[Collected data]
+ + + + +
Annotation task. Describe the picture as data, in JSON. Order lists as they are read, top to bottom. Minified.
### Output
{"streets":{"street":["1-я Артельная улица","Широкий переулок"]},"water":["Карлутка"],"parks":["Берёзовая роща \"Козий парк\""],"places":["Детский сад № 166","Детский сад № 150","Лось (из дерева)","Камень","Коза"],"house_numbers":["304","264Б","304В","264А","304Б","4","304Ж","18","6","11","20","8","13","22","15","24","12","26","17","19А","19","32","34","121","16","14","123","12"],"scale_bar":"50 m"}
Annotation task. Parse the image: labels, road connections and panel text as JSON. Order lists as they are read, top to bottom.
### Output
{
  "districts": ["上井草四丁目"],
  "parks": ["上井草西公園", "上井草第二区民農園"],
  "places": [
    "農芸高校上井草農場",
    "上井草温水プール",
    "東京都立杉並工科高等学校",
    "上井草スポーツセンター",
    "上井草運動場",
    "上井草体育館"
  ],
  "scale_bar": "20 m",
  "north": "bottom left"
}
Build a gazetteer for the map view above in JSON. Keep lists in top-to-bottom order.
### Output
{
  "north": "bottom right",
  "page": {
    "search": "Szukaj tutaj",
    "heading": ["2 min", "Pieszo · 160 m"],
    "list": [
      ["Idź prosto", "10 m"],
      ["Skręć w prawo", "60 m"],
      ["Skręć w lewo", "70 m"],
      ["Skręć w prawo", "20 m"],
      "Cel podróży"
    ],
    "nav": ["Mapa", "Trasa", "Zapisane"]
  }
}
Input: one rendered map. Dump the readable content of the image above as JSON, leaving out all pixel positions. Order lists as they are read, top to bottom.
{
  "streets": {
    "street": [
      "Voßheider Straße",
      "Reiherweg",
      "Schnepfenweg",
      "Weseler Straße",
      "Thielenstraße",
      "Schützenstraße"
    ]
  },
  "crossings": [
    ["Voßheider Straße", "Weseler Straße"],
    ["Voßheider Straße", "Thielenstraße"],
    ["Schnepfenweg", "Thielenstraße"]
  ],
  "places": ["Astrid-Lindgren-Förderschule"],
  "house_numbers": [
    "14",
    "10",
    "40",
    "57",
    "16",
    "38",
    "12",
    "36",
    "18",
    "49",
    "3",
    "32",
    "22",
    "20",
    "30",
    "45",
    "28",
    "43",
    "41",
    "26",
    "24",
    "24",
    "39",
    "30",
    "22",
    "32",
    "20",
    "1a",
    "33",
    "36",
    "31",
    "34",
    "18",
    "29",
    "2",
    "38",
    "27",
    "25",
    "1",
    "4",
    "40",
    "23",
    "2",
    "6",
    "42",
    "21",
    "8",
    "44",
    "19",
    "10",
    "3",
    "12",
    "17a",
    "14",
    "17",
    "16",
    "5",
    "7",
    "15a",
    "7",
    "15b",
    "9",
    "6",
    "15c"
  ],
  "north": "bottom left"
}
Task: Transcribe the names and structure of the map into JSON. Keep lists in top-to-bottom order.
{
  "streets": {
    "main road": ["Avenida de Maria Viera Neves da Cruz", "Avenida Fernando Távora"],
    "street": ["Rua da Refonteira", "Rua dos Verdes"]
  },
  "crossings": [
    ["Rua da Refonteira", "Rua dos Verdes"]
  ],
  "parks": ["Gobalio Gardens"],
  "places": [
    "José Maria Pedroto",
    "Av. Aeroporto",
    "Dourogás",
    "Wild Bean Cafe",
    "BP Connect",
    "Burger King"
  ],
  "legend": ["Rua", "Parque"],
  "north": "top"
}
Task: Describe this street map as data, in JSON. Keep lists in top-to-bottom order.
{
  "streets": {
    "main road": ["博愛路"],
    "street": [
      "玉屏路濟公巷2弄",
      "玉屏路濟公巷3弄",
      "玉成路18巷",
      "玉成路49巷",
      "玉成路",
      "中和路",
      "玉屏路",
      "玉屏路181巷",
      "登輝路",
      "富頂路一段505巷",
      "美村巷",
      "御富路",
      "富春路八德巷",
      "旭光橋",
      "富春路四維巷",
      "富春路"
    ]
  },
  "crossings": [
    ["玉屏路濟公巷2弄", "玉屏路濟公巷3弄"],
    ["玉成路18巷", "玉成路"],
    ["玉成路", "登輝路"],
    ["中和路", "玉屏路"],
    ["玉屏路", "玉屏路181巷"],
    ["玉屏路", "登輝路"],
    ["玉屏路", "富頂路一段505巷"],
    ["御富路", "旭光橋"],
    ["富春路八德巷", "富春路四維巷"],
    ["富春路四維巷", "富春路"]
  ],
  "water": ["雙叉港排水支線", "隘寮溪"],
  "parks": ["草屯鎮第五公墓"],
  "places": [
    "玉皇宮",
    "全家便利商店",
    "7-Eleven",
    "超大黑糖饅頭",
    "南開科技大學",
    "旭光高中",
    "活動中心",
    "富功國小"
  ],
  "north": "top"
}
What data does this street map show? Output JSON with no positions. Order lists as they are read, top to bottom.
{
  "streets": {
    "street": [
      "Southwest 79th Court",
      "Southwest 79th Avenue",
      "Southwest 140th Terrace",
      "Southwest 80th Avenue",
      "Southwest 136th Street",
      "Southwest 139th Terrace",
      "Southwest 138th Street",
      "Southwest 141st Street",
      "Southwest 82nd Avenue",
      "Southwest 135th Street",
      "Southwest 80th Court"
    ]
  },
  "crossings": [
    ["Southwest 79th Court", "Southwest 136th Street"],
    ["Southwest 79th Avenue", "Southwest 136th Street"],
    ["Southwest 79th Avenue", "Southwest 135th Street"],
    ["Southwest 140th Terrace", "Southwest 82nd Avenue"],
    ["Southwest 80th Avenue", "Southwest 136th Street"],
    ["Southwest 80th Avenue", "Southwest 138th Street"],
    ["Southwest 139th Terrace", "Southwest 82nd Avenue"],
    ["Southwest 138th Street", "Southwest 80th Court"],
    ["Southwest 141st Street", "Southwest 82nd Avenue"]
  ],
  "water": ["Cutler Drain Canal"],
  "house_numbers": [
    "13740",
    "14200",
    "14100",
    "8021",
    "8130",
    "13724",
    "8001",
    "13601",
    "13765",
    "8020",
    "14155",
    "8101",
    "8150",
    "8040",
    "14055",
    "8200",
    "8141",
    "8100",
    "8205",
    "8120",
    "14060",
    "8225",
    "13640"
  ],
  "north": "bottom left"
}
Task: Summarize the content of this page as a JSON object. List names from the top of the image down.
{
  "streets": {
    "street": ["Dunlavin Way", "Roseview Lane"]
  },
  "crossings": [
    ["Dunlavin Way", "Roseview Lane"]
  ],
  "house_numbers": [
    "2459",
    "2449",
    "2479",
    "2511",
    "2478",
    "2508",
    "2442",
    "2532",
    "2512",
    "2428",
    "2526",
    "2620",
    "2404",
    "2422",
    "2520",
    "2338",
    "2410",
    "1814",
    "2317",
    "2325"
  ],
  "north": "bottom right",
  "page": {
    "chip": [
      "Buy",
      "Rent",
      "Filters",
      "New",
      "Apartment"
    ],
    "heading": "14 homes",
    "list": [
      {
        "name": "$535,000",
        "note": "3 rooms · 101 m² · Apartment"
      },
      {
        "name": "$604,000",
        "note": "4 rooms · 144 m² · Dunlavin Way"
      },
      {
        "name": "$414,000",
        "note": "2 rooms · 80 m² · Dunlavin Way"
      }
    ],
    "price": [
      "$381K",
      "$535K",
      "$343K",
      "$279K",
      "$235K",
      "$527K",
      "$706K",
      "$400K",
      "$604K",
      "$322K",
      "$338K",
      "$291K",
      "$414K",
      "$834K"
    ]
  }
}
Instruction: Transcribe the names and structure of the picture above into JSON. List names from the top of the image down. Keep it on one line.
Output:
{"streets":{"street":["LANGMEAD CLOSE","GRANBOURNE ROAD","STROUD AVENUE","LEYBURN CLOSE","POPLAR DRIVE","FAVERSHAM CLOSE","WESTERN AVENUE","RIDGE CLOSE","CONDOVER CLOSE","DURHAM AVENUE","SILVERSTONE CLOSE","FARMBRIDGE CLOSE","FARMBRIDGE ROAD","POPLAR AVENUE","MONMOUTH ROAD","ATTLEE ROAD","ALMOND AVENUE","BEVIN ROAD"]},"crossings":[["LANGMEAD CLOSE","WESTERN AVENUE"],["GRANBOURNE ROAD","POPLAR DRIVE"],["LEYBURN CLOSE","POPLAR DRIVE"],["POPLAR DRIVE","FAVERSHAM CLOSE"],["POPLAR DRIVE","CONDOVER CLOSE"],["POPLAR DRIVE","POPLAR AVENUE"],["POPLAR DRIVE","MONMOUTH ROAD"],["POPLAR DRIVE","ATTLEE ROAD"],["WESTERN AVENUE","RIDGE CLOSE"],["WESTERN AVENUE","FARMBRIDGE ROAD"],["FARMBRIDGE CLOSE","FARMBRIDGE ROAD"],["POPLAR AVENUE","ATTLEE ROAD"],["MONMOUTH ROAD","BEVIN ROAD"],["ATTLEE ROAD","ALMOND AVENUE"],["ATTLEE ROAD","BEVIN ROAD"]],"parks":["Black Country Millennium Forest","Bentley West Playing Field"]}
+ + + + +
(Your instructions): In the records above, find every line with the word "read" and copy it.

(Solution for this exercise):
Annotation task. Describe the picture as data, in JSON. Order lists as they are read, top to bottom. Minified.
Annotation task. Parse the image: labels, road connections and panel text as JSON. Order lists as they are read, top to bottom.
Input: one rendered map. Dump the readable content of the image above as JSON, leaving out all pixel positions. Order lists as they are read, top to bottom.
What data does this street map show? Output JSON with no positions. Order lists as they are read, top to bottom.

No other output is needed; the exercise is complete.